## What you are asked to do
Give the number of lines in the data below where the string "structured" occurs, and nothing else.

## Items listed in a dataset
================================
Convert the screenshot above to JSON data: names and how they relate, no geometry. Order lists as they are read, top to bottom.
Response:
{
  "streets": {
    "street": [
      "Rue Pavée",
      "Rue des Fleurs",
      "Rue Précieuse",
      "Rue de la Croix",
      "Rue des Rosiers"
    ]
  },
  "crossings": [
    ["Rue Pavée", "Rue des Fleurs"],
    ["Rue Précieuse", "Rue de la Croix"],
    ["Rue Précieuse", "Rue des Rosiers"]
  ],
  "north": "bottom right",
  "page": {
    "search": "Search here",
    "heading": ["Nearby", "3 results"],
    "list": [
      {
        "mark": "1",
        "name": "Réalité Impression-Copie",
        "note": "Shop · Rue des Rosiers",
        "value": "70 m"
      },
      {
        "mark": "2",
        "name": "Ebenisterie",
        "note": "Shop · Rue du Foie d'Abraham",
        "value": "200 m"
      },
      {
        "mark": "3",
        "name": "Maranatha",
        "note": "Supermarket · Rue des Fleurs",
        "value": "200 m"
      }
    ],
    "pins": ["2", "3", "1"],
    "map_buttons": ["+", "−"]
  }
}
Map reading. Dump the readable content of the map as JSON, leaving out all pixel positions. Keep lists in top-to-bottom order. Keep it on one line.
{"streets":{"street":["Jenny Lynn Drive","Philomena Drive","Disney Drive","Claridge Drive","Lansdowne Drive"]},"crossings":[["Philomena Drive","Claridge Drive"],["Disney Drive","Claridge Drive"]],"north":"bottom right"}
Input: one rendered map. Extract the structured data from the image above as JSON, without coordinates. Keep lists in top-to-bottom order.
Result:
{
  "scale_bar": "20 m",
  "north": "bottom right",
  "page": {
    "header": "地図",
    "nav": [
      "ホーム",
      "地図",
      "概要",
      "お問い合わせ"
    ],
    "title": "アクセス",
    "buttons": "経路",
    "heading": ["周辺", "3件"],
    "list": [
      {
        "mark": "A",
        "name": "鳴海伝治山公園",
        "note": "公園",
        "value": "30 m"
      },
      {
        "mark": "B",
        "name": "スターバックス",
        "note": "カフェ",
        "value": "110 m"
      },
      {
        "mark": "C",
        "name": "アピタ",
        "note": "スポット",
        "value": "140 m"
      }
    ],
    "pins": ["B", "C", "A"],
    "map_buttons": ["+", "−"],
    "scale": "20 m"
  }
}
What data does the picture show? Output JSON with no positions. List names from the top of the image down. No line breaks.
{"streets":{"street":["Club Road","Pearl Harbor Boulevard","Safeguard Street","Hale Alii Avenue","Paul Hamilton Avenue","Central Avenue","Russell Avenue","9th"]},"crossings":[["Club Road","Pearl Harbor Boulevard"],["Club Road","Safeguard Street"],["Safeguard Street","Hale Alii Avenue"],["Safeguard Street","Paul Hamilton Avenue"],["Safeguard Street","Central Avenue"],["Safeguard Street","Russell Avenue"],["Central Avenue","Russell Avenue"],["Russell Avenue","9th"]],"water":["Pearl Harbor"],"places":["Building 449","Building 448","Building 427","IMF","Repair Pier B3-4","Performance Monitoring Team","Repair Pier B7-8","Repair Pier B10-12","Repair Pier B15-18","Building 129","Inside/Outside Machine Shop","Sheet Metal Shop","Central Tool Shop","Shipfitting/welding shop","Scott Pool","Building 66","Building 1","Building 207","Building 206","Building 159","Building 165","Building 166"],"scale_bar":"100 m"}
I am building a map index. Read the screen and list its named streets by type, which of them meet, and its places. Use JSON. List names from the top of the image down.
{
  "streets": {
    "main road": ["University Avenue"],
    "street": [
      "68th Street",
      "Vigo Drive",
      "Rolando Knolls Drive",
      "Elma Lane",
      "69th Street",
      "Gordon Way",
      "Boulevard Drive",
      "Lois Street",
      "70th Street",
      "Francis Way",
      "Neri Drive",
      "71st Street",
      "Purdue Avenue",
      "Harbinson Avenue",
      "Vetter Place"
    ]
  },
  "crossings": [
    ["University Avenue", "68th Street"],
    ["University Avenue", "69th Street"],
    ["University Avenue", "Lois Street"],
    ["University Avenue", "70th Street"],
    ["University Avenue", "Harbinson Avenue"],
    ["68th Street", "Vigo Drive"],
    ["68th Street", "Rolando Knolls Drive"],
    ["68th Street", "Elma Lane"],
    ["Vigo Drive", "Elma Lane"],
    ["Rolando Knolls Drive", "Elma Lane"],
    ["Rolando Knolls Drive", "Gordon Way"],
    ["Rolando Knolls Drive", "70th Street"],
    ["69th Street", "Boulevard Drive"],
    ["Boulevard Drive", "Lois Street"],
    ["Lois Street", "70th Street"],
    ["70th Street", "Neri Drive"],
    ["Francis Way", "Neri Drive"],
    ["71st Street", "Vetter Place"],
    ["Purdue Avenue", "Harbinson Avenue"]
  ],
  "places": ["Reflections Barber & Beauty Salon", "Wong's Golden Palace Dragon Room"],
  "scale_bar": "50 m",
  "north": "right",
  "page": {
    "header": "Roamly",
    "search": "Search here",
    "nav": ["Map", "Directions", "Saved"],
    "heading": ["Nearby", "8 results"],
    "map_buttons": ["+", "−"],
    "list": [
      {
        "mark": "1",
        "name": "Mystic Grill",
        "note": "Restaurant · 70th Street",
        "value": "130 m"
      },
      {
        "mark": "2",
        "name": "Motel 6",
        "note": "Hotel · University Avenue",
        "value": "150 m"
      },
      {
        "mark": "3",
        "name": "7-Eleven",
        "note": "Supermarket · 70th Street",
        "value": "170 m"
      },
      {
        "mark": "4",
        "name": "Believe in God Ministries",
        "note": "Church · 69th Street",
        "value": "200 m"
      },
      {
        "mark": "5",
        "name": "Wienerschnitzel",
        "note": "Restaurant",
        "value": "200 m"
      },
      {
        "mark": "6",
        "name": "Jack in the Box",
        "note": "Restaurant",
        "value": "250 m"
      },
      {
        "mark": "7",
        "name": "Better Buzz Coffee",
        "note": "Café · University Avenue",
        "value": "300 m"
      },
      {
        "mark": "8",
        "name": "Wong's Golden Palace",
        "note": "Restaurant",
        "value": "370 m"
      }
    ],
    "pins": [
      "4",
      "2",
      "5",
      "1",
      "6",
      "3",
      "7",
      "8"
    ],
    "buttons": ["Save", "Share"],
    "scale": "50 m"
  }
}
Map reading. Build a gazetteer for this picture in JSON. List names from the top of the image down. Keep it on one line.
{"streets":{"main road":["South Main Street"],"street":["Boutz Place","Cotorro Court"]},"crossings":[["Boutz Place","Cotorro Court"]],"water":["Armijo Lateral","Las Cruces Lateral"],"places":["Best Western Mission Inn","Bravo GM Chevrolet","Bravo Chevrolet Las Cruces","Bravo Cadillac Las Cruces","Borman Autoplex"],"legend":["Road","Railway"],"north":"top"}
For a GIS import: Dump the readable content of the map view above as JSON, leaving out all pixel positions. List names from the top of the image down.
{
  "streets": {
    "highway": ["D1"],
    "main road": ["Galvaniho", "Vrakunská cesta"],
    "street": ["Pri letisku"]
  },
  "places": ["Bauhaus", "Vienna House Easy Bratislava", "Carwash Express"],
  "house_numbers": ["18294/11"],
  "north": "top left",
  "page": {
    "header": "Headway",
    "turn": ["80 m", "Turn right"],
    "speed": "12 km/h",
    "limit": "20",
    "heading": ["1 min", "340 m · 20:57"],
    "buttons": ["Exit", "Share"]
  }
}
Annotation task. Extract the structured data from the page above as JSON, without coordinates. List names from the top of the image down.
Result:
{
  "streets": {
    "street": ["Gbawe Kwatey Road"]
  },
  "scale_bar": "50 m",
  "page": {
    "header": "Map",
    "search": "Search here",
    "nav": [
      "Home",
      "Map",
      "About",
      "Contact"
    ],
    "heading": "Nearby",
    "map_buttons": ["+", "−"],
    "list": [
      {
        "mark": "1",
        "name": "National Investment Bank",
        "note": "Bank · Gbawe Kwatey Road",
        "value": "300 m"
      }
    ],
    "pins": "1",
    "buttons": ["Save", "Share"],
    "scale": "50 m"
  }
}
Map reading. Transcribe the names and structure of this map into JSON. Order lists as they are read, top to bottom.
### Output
================================
## Response below
2